▶ Work task:
In the entries that follow, find each line with the word "linejoin" and copy it.

#### Data for review ####

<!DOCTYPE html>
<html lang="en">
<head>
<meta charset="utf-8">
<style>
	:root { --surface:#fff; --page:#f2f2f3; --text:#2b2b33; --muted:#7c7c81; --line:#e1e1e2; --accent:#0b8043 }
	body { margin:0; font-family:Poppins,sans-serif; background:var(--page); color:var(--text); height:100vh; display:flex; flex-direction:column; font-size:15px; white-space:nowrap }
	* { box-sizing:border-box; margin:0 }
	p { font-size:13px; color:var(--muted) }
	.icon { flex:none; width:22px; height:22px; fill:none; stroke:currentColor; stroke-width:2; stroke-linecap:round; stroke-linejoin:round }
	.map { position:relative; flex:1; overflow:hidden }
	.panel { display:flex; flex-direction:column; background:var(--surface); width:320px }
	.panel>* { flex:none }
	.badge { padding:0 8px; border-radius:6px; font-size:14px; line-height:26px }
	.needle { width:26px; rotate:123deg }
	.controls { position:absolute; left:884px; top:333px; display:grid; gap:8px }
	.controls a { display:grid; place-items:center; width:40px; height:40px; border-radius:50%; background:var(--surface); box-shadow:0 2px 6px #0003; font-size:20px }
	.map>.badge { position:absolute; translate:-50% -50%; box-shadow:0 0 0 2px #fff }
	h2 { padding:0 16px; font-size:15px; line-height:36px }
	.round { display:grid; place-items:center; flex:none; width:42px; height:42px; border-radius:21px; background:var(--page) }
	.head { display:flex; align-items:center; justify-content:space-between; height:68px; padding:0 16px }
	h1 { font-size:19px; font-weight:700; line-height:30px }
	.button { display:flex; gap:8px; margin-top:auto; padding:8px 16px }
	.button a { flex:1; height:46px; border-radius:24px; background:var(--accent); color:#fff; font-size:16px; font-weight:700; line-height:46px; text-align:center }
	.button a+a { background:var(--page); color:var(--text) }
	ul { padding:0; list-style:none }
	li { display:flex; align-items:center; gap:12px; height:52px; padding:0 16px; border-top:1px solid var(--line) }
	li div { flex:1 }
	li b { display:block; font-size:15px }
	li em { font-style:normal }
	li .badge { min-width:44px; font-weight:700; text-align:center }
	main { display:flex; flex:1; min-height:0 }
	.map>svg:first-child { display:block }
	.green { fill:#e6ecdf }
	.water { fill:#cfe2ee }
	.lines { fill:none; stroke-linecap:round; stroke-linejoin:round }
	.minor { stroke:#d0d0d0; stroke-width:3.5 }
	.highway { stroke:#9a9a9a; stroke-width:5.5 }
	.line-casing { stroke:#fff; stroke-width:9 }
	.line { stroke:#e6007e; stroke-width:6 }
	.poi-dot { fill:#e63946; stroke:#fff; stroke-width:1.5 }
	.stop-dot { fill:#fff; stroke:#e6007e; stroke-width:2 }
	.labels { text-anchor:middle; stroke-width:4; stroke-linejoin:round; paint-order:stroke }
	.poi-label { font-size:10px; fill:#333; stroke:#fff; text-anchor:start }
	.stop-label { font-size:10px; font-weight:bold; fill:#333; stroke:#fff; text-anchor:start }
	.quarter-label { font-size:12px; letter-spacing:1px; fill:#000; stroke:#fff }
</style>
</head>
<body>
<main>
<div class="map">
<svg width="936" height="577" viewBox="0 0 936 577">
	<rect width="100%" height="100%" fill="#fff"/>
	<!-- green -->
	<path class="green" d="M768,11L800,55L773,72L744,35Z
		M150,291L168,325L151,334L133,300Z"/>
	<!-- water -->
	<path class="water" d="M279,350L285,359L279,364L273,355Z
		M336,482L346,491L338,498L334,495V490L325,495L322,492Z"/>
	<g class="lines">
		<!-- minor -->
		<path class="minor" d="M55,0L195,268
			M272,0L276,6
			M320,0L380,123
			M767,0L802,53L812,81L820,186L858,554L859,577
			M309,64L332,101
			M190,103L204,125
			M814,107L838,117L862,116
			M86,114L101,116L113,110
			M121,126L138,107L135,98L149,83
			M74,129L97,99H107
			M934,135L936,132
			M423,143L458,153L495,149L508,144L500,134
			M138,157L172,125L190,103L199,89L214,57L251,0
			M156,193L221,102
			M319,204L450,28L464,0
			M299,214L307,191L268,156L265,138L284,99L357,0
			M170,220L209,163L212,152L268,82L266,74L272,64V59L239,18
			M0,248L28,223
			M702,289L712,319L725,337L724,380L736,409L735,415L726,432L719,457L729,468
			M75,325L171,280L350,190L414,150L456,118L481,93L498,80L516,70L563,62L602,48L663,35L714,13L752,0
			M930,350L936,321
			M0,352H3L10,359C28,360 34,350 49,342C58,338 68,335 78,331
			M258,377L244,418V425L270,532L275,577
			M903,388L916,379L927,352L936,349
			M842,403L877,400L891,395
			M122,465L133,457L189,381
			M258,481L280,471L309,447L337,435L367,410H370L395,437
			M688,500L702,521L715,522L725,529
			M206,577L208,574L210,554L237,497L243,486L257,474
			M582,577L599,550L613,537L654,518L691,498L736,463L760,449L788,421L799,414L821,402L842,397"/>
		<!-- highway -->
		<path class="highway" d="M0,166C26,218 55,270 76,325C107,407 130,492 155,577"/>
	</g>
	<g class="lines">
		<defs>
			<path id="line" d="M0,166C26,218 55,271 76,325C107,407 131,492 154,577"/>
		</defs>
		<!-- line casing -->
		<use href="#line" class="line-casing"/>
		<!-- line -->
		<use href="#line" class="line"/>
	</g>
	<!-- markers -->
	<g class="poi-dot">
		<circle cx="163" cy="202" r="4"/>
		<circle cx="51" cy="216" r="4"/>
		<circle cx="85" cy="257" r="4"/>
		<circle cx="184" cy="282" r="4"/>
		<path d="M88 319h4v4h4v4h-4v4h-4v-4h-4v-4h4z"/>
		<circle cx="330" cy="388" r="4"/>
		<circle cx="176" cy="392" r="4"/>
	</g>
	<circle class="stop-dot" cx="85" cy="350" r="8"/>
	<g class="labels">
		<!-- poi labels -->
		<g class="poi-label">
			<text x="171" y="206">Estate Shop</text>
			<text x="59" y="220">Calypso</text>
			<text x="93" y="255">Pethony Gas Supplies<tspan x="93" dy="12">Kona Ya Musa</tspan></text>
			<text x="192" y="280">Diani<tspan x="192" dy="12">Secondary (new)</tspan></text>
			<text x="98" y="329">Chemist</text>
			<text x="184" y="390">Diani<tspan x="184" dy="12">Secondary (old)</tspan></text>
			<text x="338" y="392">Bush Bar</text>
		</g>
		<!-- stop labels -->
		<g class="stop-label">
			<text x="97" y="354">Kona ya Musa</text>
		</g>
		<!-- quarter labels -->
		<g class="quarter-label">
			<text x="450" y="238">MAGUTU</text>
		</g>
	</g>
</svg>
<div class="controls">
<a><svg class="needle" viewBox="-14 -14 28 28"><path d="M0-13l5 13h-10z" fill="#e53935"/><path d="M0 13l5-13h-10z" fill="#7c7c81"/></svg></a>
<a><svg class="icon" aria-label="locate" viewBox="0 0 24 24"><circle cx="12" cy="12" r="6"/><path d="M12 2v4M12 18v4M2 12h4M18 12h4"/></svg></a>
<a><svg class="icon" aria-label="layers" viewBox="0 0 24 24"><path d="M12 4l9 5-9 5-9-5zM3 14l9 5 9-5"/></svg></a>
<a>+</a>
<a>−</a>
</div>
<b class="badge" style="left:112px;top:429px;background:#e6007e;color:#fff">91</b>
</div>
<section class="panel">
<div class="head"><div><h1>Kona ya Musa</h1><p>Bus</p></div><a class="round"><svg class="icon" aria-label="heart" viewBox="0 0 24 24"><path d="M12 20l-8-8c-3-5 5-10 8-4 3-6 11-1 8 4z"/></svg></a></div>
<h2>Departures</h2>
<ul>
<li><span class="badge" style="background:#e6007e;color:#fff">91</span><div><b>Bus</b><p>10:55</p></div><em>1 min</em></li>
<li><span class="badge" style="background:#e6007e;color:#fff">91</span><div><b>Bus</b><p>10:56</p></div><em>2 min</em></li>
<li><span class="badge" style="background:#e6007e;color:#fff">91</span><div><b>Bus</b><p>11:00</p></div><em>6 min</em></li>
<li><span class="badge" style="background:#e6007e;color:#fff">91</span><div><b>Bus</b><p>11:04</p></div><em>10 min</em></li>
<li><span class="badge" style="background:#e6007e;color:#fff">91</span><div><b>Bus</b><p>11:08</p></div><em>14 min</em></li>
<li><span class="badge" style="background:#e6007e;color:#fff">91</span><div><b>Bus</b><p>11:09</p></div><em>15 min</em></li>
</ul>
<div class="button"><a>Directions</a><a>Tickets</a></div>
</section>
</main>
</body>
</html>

####

▶ Response below:
	.icon { flex:none; width:22px; height:22px; fill:none; stroke:currentColor; stroke-width:2; stroke-linecap:round; stroke-linejoin:round }
	.lines { fill:none; stroke-linecap:round; stroke-linejoin:round }
	.labels { text-anchor:middle; stroke-width:4; stroke-linejoin:round; paint-order:stroke }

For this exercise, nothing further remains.